A quiet, engaging novel of life in the English countryside in the Victorian era.
Molly Gibson has been raised solely by her father, the only doctor in their town of Hollingford, since her mother died when she was little. But when her father remarries, she gets not only a stepmother, but a stepsister into the bargain: pretty, lovable, coquettish Cynthia Kirkpatrick. Between the troubles at nearby Hamley Hall, where Molly has become almost part of the Hamley household, and Cynthia's worrisome secrets, Molly has her hands full trying to hold everything together.
Molly always tries to think of others before herself, and is thoughtful of the needs of those around her. Cynthia is not a steady character and gets herself into various "scrapes," and she repeatedly talks of her inability to truly love anyone. Roger Hamley, who is really the hero of the tale, is very kindhearted and good and respectful. His brother, Osborne, keeps an important secret from his father out of fear and worry - a fact which is considered understandable, but not right.
There is a great variety of characters depicted in this Victorian novel, and much variance in character and morals. The people of Hollingford are fond of gossip, and they inflict pain on people through slander. The Lady Cumnor, who lives at the Towers and is respected by everyone, is fond of satiric comments and has a tendency to look down her nose at others; her mischievous daughter Lady Harriet is also somewhat proud in her own way and expects to be obeyed in all, but is also considerate and kind. Molly's stepmother is a flighty, fluffy, silly woman with her mind bent on worldly things.
The vicar at Hollingford is not a very intellectual man and has a tendency to state things without knowing why he believes them, and Mr. Gibson is said to enjoy "toying" with him on rational subjects. One lesser character is a French Roman Catholic who marries a Protestant, and though the alliance is frowned upon because of national prejudices, the effect of those differences in beliefs is not expounded upon.
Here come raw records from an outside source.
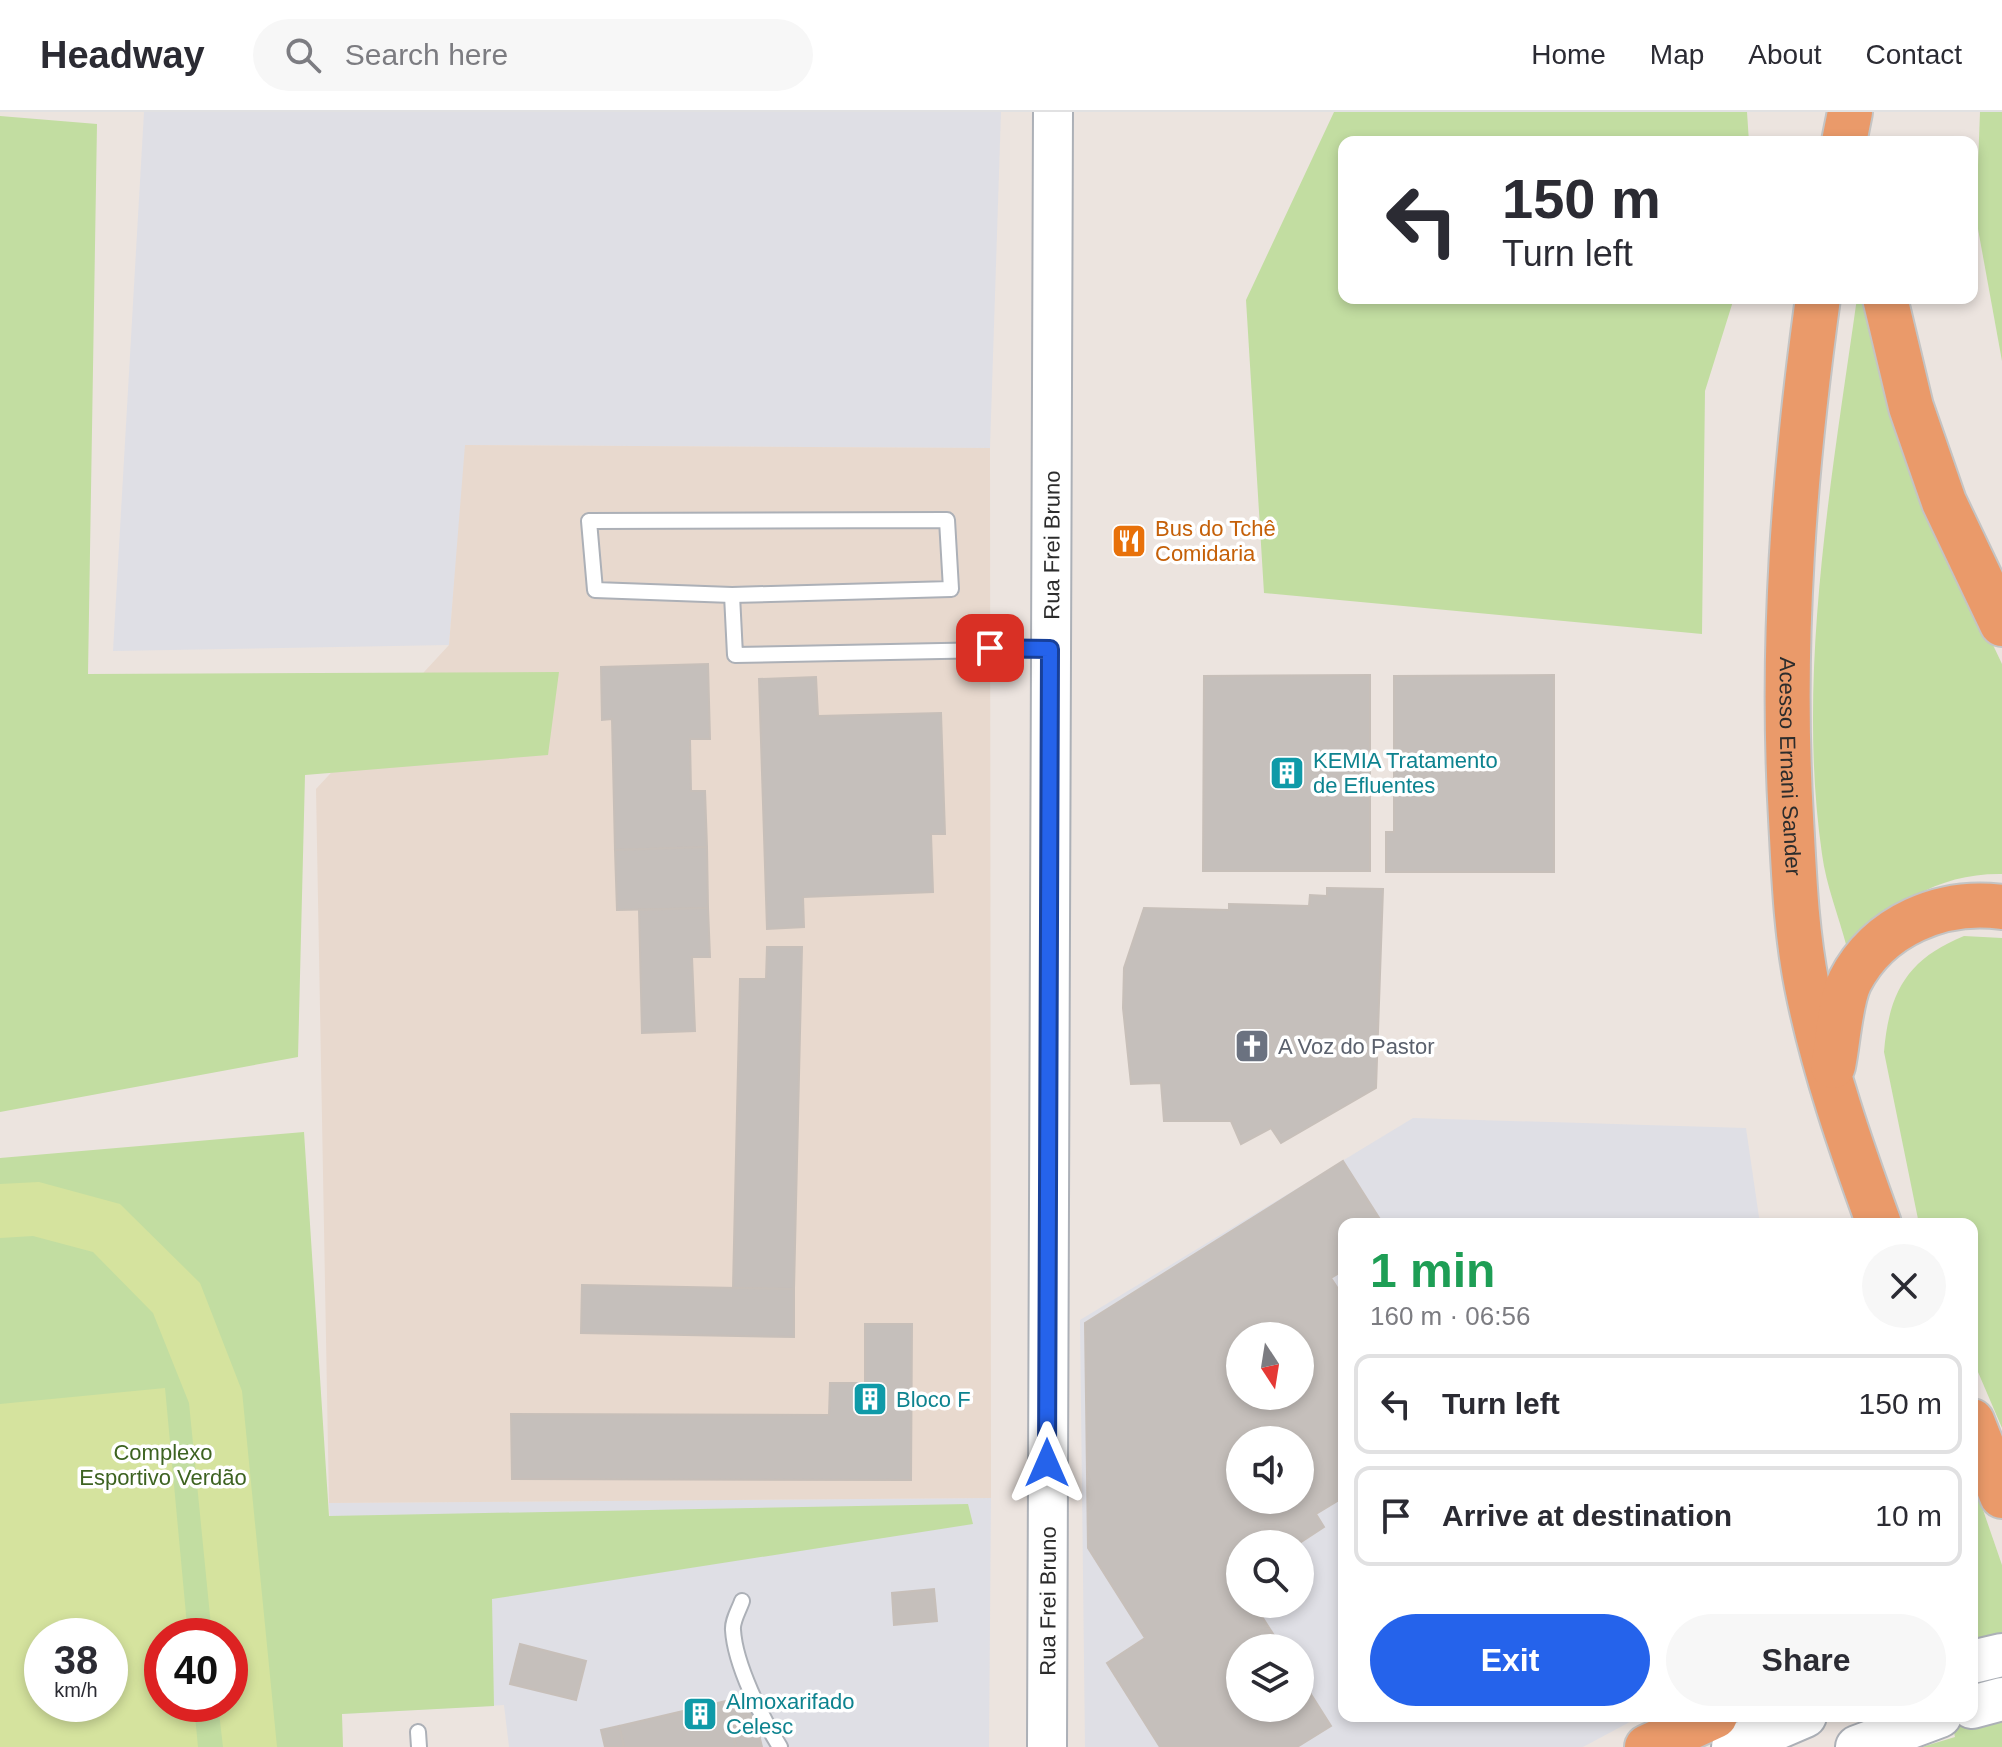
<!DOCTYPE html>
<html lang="en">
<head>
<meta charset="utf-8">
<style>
  body { margin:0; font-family:Helvetica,sans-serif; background:#f7f7f7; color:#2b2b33; height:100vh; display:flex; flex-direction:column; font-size:30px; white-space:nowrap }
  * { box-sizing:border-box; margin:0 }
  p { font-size:26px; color:#7c7c81 }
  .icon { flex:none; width:44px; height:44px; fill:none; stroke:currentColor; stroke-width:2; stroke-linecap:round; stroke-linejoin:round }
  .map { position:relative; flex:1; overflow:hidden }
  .details { position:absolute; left:1338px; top:1106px; width:640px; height:504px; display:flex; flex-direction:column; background:#fff; border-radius:16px; box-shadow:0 4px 12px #0003 }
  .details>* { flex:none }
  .banner { position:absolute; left:1338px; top:24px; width:640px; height:168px; border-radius:16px; box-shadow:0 4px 12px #0003; background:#fff; color:#2b2b33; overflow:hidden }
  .needle { width:52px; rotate:168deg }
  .controls { position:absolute; left:1226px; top:1210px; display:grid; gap:16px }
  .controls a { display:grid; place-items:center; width:88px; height:88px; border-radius:50%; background:#fff; box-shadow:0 4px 12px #0003; font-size:40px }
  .speed { position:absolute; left:24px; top:1506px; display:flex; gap:16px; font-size:40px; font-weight:700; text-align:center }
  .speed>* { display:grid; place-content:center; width:104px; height:104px; border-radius:50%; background:#fff; box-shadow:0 4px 12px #0003; line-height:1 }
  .speed small { font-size:20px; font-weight:400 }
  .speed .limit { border:12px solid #d22; background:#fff; color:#111 }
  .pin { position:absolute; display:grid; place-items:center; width:68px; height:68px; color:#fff; margin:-34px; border-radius:16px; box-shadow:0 4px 12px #0006 }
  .me { position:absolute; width:88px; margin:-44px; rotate:0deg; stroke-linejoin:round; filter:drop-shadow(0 0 6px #0008) }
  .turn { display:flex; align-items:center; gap:28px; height:168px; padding:0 32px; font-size:36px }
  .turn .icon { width:104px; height:104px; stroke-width:2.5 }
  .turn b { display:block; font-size:56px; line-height:68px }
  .round { display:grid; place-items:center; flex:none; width:84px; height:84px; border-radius:42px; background:#f7f7f7 }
  .headline { display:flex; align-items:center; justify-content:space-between; height:136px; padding:0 32px }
  h1 { font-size:48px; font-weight:800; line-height:60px; color:#1e9e55 }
  .cta { display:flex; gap:16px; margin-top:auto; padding:16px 32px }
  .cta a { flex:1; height:92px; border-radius:48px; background:#2563eb; color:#fff; font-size:32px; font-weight:800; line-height:92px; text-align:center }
  .cta a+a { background:#f7f7f7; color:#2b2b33 }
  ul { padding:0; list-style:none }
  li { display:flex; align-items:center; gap:24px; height:100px; margin:0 16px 12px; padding:0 16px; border:4px solid #e1e1e2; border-radius:16px }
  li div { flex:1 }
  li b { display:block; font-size:30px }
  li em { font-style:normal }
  header { display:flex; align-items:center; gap:48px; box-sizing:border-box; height:112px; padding:0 40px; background:#fff; border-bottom:2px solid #e1e1e2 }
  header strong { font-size:38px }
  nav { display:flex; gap:44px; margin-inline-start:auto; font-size:28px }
  .search { width:560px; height:72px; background:#f7f7f7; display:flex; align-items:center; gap:20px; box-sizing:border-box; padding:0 28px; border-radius:44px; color:#7c7c81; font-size:30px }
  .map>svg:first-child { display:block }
</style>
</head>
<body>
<header>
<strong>Headway</strong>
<div class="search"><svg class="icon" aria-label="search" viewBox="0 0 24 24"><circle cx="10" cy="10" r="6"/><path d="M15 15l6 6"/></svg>Search here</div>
<nav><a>Home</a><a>Map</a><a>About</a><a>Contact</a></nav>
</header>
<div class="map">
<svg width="2002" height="1635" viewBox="0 0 2002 1635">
  <rect width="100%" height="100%" fill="#ece4df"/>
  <g fill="#dfdfe5" fill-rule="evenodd">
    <path d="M144 0H1001L990 336 466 333 449 533 113 539Z"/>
    <path d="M1413 1006 1746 1016 1760 1112H1344V1604H1641L1583 1635H1085L1080 1208ZM1240 1224H1300V1284H1240ZM1240 1328H1300V1388H1240ZM1240 1432H1300V1492H1240ZM1240 1536H1300V1596H1240Z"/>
    <path d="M991 1386 989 1635H509L504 1593 341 1602 329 1391Z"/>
  </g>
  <path fill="#e8d9ce" d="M465 333 990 336 991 1386 329 1391 316 677 449 533Z"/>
  <g fill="#c2dda1" fill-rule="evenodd">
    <path d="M1334 0H1747L1749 30H1344V186H1734L1705 279 1702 522 1264 481 1246 188Z"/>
    <path d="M1980 0H2002V249L1976 106Z"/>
    <path d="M0 4 97 12 88 562 559 560 548 643 305 663 298 945 0 1000Z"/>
    <path d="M1857 186H1865L1926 391 2002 552V762C1938 761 1891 793 1847 836 1839 805 1826 773 1822 742 1796 563 1832 364 1857 186Z"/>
    <path d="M1964 824 2002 826V1316L1972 1246V1112H1919L1884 940C1889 879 1908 847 1964 824Z"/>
    <path d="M304 1020 329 1404 968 1392 973 1412 492 1487 494 1594 342 1602 343 1635H0V1046ZM42 1524H110V1592H42ZM162 1524H230V1592H162Z"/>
    <path d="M1972 1366 2002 1453V1635H1922L1955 1625 1950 1604H1972Z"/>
  </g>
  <g fill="#d5e39e" fill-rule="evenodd">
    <path d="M39 1070 120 1092 200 1171 242 1279 277 1635H223L218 1592H230V1524H212L189 1291 153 1201 93 1140 33 1124 0 1126V1072Z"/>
    <path d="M165 1276 188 1524H162V1592H194L198 1635H0V1292ZM42 1524H110V1592H42Z"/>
  </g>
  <g fill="#c5bfbb" stroke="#c7bfb9" stroke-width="2" fill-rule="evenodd">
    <path d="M708 552 710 627H690L691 679H705L707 735 615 738 612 607 602 608 601 555Z"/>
    <path d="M1370 563V759H1203L1204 564Z"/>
    <path d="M1554 563V760H1386V720H1394V564Z"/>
    <path d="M816 565 818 604 941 601 945 722H931L933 780 803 785 804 815 767 817 759 567Z"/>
    <path d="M707 735 708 796 617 798 615 738Z"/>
    <path d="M1327 776 1383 777 1376 976 1281 1031 1271 1016 1241 1032 1231 1009H1164L1161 971 1131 972 1123 896 1124 856 1144 796 1229 798V792L1309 794 1310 783 1327 784Z"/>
    <path d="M708 796 710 845H692L695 919 642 921 639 798Z"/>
    <path d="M767 835H802L794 1177 733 1176 740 867H766Z"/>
    <path d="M1343 1049 1383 1112H1344V1158L1331 1166 1344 1186V1281L1339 1284 1344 1292V1385L1316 1402 1324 1415 1298 1432H1240V1492H1254L1282 1536H1240V1596H1300V1565L1331 1614 1297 1635H1160L1107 1551 1145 1526 1088 1436 1085 1211ZM1240 1224H1300V1284H1240ZM1240 1328H1300V1388H1240Z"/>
    <path d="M582 1173 794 1177V1225L581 1221Z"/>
    <path d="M865 1212H912L911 1368 512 1367 511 1302 829 1303 830 1271H865Z"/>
    <path d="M934 1477 937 1509 894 1513 892 1481Z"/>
    <path d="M520 1532 586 1549 576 1588 510 1572Z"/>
    <path d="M750 1584 762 1635H736L726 1589Z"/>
    <path d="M726 1589 736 1635H624L619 1614Z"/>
    <path d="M619 1614 624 1635H605L601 1618Z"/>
  </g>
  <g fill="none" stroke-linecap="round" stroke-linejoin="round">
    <g stroke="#acb0b7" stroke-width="18">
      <g id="service">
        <path d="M947 408 951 477 732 483 595 478 589 409Z"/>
        <path d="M732 483 735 543 1050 537"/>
        <path d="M742 1489C739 1498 732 1509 733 1518 735 1553 762 1606 780 1635"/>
        <path d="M418 1620 419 1635"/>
      </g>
    </g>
    <g stroke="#acb0b7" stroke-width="42">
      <g id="tertiary">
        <path id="s1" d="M1047 1635 1053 0"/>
      </g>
    </g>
    <g stroke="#acb0b7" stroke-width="46">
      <g id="secondary">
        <path d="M1972 1550 2002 1543"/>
        <path d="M1972 1595 2002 1587"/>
        <path d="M1733 1635 1805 1604"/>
        <path d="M1857 1635 1940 1604"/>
      </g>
    </g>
    <g stroke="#c4c4c4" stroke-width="48">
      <g id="trunk">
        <path d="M1844 30 1850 0"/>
        <path id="s2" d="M1818 186C1794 359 1781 531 1791 706 1794 762 1796 819 1807 874 1823 955 1851 1035 1879 1112"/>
        <path d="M1885 186 1911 295 1944 390 2002 512"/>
        <path d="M1833 954C1838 931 1840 889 1850 869 1879 813 1942 787 2002 795"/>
        <path d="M1972 1309 2002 1384"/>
        <path d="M1647 1635 1715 1604"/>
      </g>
    </g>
    <use href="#service" stroke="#fff" stroke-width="14"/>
    <use href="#tertiary" stroke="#fff" stroke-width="38"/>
    <use href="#secondary" stroke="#fff" stroke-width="42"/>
    <use href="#trunk" stroke="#ea9a6a" stroke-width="44"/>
  </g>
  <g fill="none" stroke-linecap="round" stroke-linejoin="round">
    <g stroke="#184099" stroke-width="20">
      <path id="route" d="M990 536 1050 537 1047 1351"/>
    </g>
    <use href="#route" stroke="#2563eb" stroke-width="14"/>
  </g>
  <defs>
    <g id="restaurant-square" transform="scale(1.8)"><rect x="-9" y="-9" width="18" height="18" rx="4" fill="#e8710a" stroke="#fff"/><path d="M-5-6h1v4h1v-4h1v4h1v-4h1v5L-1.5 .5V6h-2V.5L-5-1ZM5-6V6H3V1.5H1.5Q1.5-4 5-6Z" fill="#fff"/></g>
    <g id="building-square" transform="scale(1.8)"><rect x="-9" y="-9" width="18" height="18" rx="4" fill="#0f9aa8" stroke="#fff"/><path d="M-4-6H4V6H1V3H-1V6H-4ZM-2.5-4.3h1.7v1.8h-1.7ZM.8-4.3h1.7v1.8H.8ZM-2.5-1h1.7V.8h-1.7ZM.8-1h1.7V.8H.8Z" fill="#fff"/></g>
    <g id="church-square" transform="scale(1.8)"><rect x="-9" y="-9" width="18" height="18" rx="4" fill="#6b7280" stroke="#fff"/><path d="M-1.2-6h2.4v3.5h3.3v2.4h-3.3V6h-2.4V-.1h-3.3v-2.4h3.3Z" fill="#fff"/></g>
  </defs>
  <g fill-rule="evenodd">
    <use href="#restaurant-square" x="1129" y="429"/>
    <use href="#building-square" x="1287" y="661"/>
    <use href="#church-square" x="1252" y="934"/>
    <use href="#building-square" x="870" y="1287"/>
    <use href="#building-square" x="700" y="1602"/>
  </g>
  <g text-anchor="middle" stroke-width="7" stroke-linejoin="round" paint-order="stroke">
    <g font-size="22" fill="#c56008" stroke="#fff" text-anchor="start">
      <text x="1155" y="424">Bus do Tchê<tspan x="1155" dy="25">Comidaria</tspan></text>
    </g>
    <g font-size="22" fill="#2c2c2c" stroke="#fff">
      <text dy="8" stroke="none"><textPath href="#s1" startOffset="1202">Rua Frei Bruno</textPath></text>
      <text dy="8" stroke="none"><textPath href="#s2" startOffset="470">Acesso Ernani Sander</textPath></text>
      <text dy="8" stroke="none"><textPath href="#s1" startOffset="146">Rua Frei Bruno</textPath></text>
    </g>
    <g font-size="22" fill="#0d838f" stroke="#fff" text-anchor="start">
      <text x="1313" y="656">KEMIA Tratamento<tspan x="1313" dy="25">de Efluentes</tspan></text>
      <text x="896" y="1295">Bloco F</text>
      <text x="726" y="1597">Almoxarifado<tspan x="726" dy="25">Celesc</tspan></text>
    </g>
    <g font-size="22" fill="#5b616d" stroke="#fff" text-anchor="start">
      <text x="1278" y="942">A Voz do Pastor</text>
    </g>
    <g font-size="22" fill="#3d6321" stroke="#fff">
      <text x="163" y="1348">Complexo<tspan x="163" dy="25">Esportivo Verdão</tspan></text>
    </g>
  </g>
</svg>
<div class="controls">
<a><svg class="needle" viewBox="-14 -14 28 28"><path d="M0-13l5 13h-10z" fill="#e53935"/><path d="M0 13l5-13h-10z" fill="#7c7c81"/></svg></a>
<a><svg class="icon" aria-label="sound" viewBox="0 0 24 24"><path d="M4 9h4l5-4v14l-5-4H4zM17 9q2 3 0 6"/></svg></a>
<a><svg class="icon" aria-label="search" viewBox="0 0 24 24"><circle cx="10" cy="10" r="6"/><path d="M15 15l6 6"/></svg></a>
<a><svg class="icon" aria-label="layers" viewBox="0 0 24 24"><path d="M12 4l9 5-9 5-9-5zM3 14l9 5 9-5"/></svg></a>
</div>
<div class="speed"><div>38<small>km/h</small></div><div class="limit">40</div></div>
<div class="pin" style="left:990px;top:536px;background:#d93025"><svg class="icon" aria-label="arrive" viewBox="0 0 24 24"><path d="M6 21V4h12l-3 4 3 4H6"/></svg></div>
<svg class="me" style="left:1047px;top:1351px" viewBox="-20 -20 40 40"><path d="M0-17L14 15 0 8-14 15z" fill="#2563eb" stroke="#fff" stroke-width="4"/></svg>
<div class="banner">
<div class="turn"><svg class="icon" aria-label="left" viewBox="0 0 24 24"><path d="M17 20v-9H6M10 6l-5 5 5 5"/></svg><div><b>150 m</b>Turn left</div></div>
</div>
<section class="details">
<div class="headline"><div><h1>1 min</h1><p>160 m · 06:56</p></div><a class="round"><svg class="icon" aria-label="close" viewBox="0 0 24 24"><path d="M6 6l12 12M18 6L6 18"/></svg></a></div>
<ul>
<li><svg class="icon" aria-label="left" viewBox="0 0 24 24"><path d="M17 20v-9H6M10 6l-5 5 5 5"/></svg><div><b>Turn left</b></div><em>150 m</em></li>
<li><svg class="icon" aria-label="arrive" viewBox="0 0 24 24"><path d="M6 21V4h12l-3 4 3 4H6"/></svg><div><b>Arrive at destination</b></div><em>10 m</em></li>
</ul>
<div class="cta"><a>Exit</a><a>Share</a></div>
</section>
</div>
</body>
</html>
There is some talk of whether or not Roger Hamley will die in Africa, after going there on a scientific exploration. There are several illnesses throughout the course of the story, but no violence.
Drug and Alcohol Content
Squire Hamley smokes a pipe and allows a child to do so, but the child's mother puts a stop to it. Wine is a common beverage at or after supper, and different kinds are mentioned; ale is also used at Hamley Hall.
There are several different "romances" throughout the story that Molly observes going on, and some end with a man being refused or jilted. The people of Hollingford gossip about a supposed scandal and talk about underhand doings. Molly's stepmother plaintively references her first husband and how romantic he was, to the disparagement of Mr. Gibson. Molly herself is very modest, sweet, and conscientious.
Crude or Profane Language or Content
Squire Hamley, Roger and Osborne's father, sometimes exclaims "Good G--" (with the ejaculation thus cut off).
"Wives and Daughters" - unlike Mrs. Gaskell's popular work, "North and South" - is what she herself termed 'an every day story.' Set before the 1832 Reform Bill, which marked the change in politics from the old order (founded upon rank and birth) to the new order (based on wealth and class), this story depicts many different facets of Victorian life. It is simple, quiet, interesting, and, at times, humorous, and is an easy read despite its great size.
It is unfinished; Gaskell died in 1865, before she could tie up the few loose ends of this novel. However, all the important points of the story are drawn to a satisfying conclusion and leave nothing to be pined for.